To be successful—whether in the classroom, in the gym, or on the range—instructors need to set suitable goals, involve learners, and offer appropriate feedback. Students, on the other hand, must see value in pursuing those objectives, put forth the required effort, and believe unquestioningly in their ability to reach those goals. The author aims to familiarize law enforcement trainers with the importance of their attitudes and beliefs about students, as well as how they communicate those viewpoints—whether knowingly or unknowingly—to learners. Additionally, he discusses the role of student beliefs in determining how much effort they are willing to exert, along with how they handle setbacks, and offers suggestions for improving student performance.
According to ancient Greek mythology, Pygmalion, the King of Cyrus, carved a woman out of ivory so perfect that he fell in love with her. Through his own will and the assistance of the goddess Venus, he brought the statue to life—a phenomenon known as the Pygmalion effect.
In simplest terms, the Pygmalion effect represents a kind of self-fulfilling prophecy—a foretelling of a student’s potential and performance brought about by a teacher’s expectations. Hundreds of studies have demonstrated that, on average, educators’ assumptions do influence the actions and achievements of their pupils. If teachers anticipate that students will succeed, they usually do. On the other hand, when they expect learners to perform poorly, they often are not disappointed. In either case, pupils rise to the level of teacher expectations—either positive or negative.1 Generally speaking, trainers who anticipate more from students by setting higher standards, providing encouragement, and offering positive feedback inspire higher levels of performance than those who lack faith in the ability and motivation of their charges.
Dr. Fitch, a lieutenant with the Los Angeles, California, Sheriff’s Department, holds faculty positions in the Psychology Department at California State University, Long Beach, and with the Organizational Leadership Program at Woodbury University.

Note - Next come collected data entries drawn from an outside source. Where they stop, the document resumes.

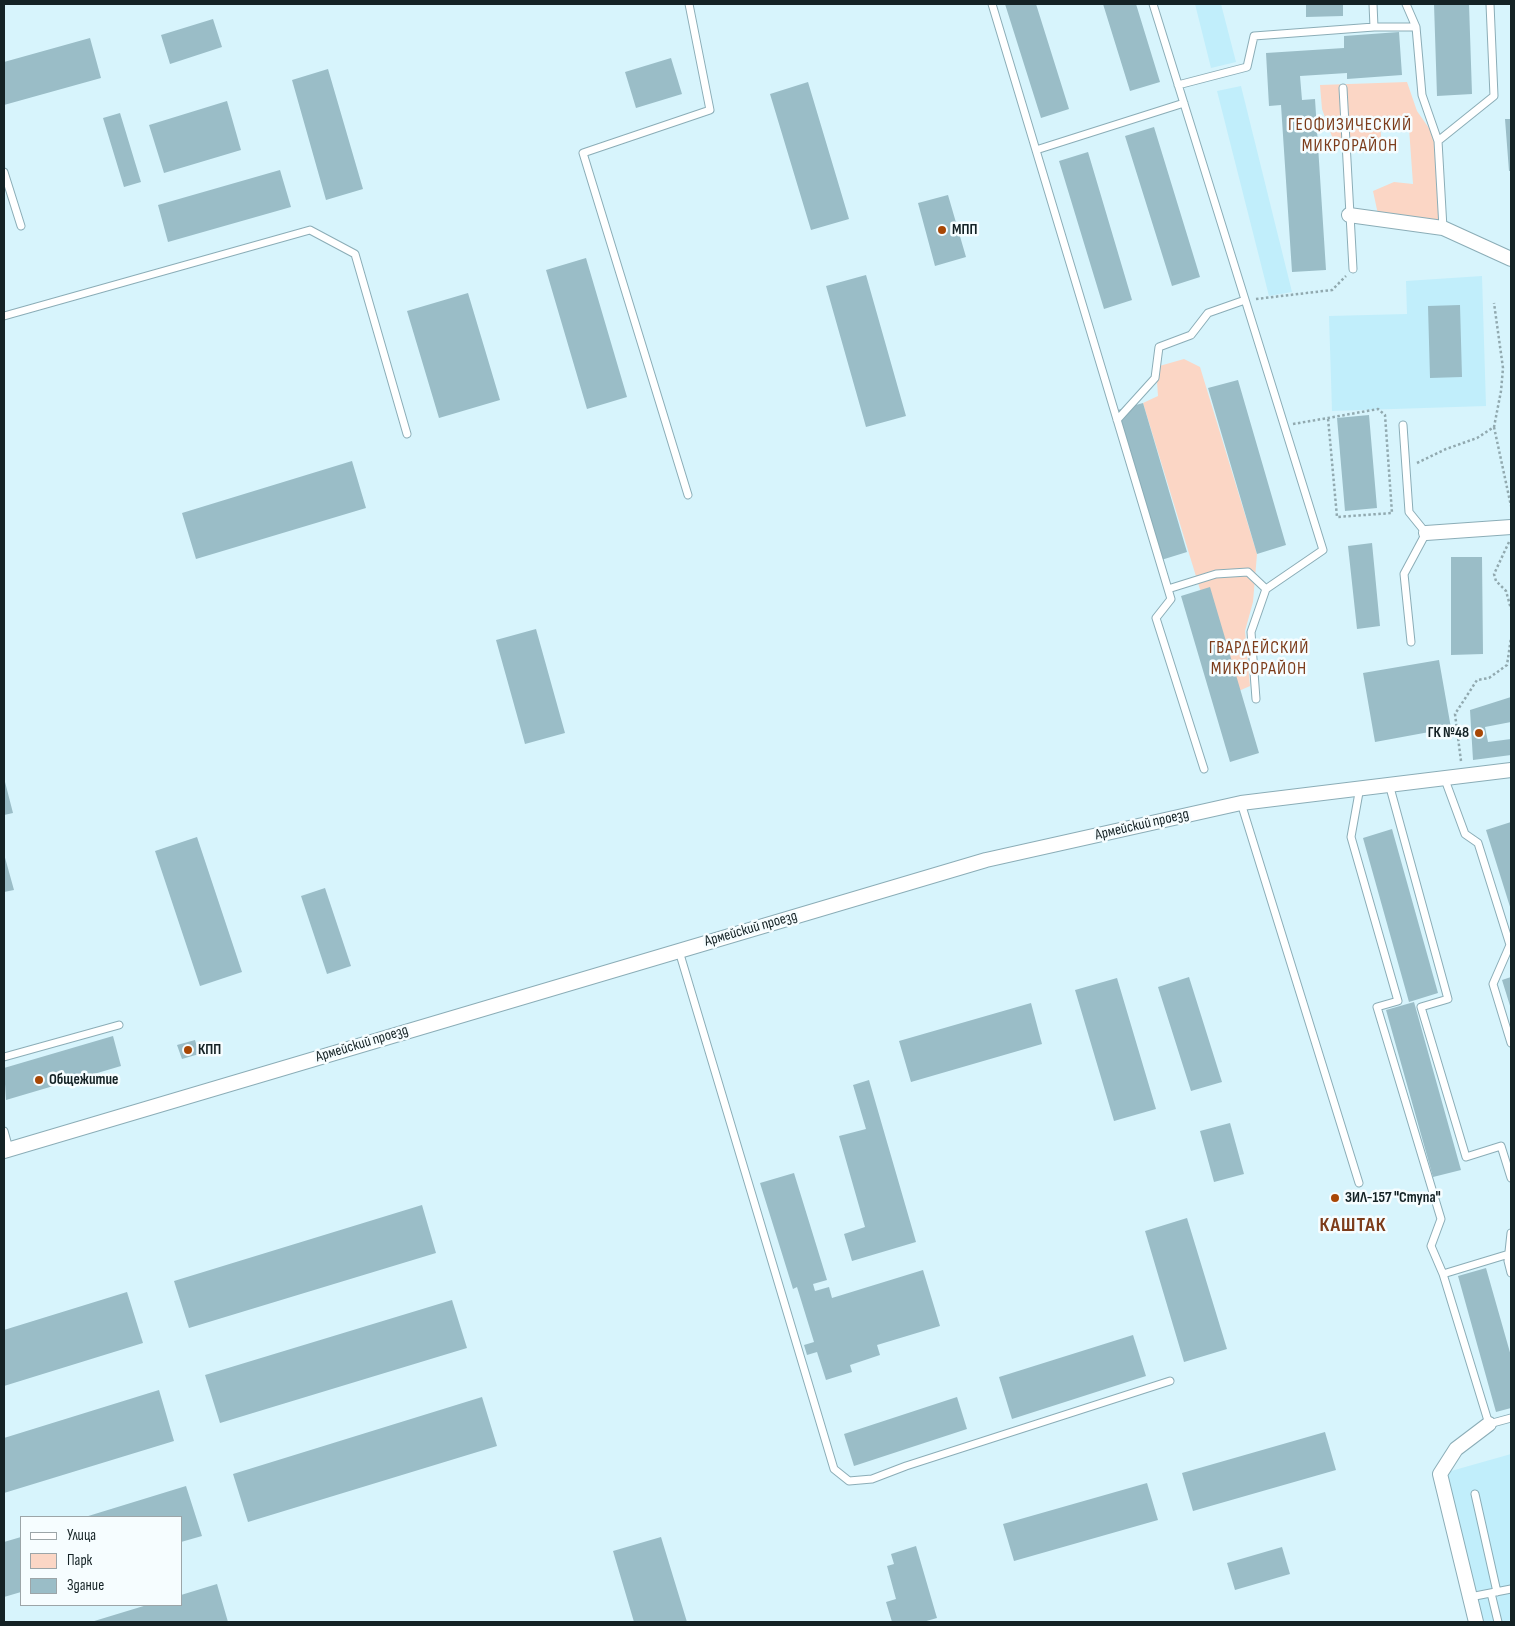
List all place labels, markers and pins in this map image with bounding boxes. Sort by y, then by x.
place label: МПП [952,221,977,239]
marker: МПП [936,224,948,236]
place label: ГК №48 [1428,724,1469,742]
marker: ГК №48 [1473,727,1485,739]
place label: КПП [198,1041,221,1059]
marker: КПП [182,1044,194,1056]
place label: Общежитие [49,1071,118,1089]
marker: Общежитие [33,1074,45,1086]
place label: ЗИЛ-157 "Ступа" [1345,1189,1441,1207]
marker: ЗИЛ-157 "Ступа" [1329,1192,1341,1204]

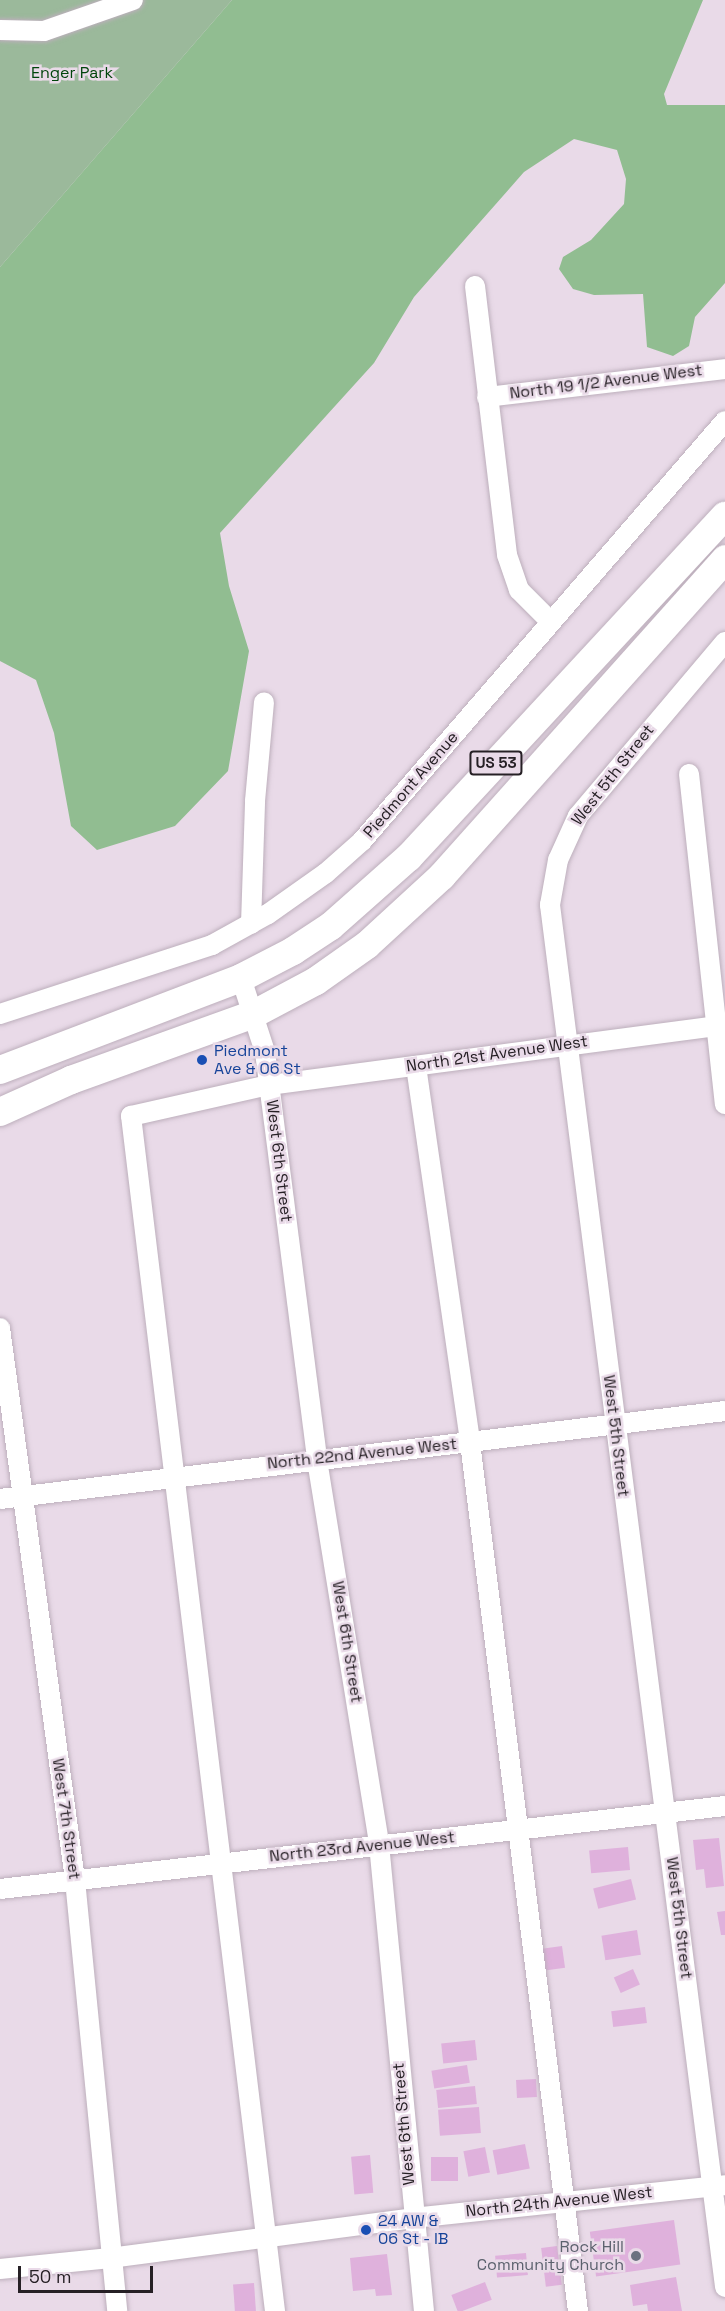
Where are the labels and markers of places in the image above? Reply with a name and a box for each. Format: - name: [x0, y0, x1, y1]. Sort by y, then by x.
- place label: Piedmont Ave & 06 St: [214, 1041, 301, 1079]
- marker: Piedmont Ave & 06 St: [195, 1053, 209, 1067]
- place label: 24 AW & 06 St - IB: [378, 2211, 449, 2249]
- marker: 24 AW & 06 St - IB: [359, 2223, 373, 2237]
- place label: Rock Hill Community Church: [477, 2237, 624, 2275]
- marker: Rock Hill Community Church: [629, 2249, 643, 2263]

While the earliest studies began with school-age children, subsequent research has examined the role of instructor suppositions with salespeople, athletes, pilots, law enforcement officers, and military personnel.2 Nor are the results of these investigations incidental. For example, in a study involving 105 Israeli Defense Force soldiers attending a 15-week combat command course, the expectations of the instructors accounted for 73 percent of the variance in performance, 66 percent of the variance in attitudes, and 28 percent of the variance in leadership. Prior to meeting the trainees, the instructors received data on the students, including psychological test scores and ratings from their previous trainers. They also had to learn each trainee’s command potential (CP) rating. The results caused the study’s authors to conclude that “Trainees whose instructors were led to expect more did indeed learn more.”3
The Pygmalion effect can easily apply to law enforcement trainers in every corner of the profession. As most learners can testify from experience, teachers’ influence goes well beyond the material or classroom. Instructors play a critical role in shaping how students see themselves, their abilities, and their potential in virtually every area of law enforcement training—as well as whether they strive to reach that potential or decide, instead, to give up because they simply do not “have what it takes.”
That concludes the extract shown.